=== Instructions for the task ===
Each record below should be written out again exactly as given.

=== Input data ===
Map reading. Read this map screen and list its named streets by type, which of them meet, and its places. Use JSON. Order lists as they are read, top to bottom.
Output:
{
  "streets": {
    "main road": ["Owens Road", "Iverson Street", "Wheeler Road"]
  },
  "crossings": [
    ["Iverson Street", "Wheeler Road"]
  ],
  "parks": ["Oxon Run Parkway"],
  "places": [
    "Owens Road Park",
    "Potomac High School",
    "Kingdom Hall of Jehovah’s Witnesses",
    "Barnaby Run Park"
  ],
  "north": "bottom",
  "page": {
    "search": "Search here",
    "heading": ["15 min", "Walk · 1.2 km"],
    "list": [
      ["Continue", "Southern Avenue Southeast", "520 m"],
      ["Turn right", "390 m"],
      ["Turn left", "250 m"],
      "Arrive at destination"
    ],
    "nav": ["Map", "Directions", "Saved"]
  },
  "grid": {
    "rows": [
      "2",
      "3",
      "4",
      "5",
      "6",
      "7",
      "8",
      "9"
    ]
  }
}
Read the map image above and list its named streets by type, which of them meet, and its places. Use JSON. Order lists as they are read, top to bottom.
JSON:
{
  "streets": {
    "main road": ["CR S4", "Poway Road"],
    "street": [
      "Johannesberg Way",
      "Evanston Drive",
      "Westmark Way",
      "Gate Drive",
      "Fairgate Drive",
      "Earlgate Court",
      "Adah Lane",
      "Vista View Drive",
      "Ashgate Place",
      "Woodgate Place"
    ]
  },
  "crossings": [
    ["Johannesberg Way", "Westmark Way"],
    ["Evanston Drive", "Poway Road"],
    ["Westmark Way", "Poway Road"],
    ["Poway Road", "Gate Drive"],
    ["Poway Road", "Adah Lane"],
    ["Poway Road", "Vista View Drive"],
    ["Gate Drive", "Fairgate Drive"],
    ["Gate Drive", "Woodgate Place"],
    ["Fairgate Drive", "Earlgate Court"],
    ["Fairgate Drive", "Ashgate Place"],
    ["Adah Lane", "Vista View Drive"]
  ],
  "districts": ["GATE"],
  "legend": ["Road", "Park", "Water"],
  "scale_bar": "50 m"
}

=== Task output ===
Map reading. Read this map screen and list its named streets by type, which of them meet, and its places. Use JSON. Order lists as they are read, top to bottom.
Output:
{
  "streets": {
    "main road": ["Owens Road", "Iverson Street", "Wheeler Road"]
  },
  "crossings": [
    ["Iverson Street", "Wheeler Road"]
  ],
  "parks": ["Oxon Run Parkway"],
  "places": [
    "Owens Road Park",
    "Potomac High School",
    "Kingdom Hall of Jehovah’s Witnesses",
    "Barnaby Run Park"
  ],
  "north": "bottom",
  "page": {
    "search": "Search here",
    "heading": ["15 min", "Walk · 1.2 km"],
    "list": [
      ["Continue", "Southern Avenue Southeast", "520 m"],
      ["Turn right", "390 m"],
      ["Turn left", "250 m"],
      "Arrive at destination"
    ],
    "nav": ["Map", "Directions", "Saved"]
  },
  "grid": {
    "rows": [
      "2",
      "3",
      "4",
      "5",
      "6",
      "7",
      "8",
      "9"
    ]
  }
}
Read the map image above and list its named streets by type, which of them meet, and its places. Use JSON. Order lists as they are read, top to bottom.
JSON:
{
  "streets": {
    "main road": ["CR S4", "Poway Road"],
    "street": [
      "Johannesberg Way",
      "Evanston Drive",
      "Westmark Way",
      "Gate Drive",
      "Fairgate Drive",
      "Earlgate Court",
      "Adah Lane",
      "Vista View Drive",
      "Ashgate Place",
      "Woodgate Place"
    ]
  },
  "crossings": [
    ["Johannesberg Way", "Westmark Way"],
    ["Evanston Drive", "Poway Road"],
    ["Westmark Way", "Poway Road"],
    ["Poway Road", "Gate Drive"],
    ["Poway Road", "Adah Lane"],
    ["Poway Road", "Vista View Drive"],
    ["Gate Drive", "Fairgate Drive"],
    ["Gate Drive", "Woodgate Place"],
    ["Fairgate Drive", "Earlgate Court"],
    ["Fairgate Drive", "Ashgate Place"],
    ["Adah Lane", "Vista View Drive"]
  ],
  "districts": ["GATE"],
  "legend": ["Road", "Park", "Water"],
  "scale_bar": "50 m"
}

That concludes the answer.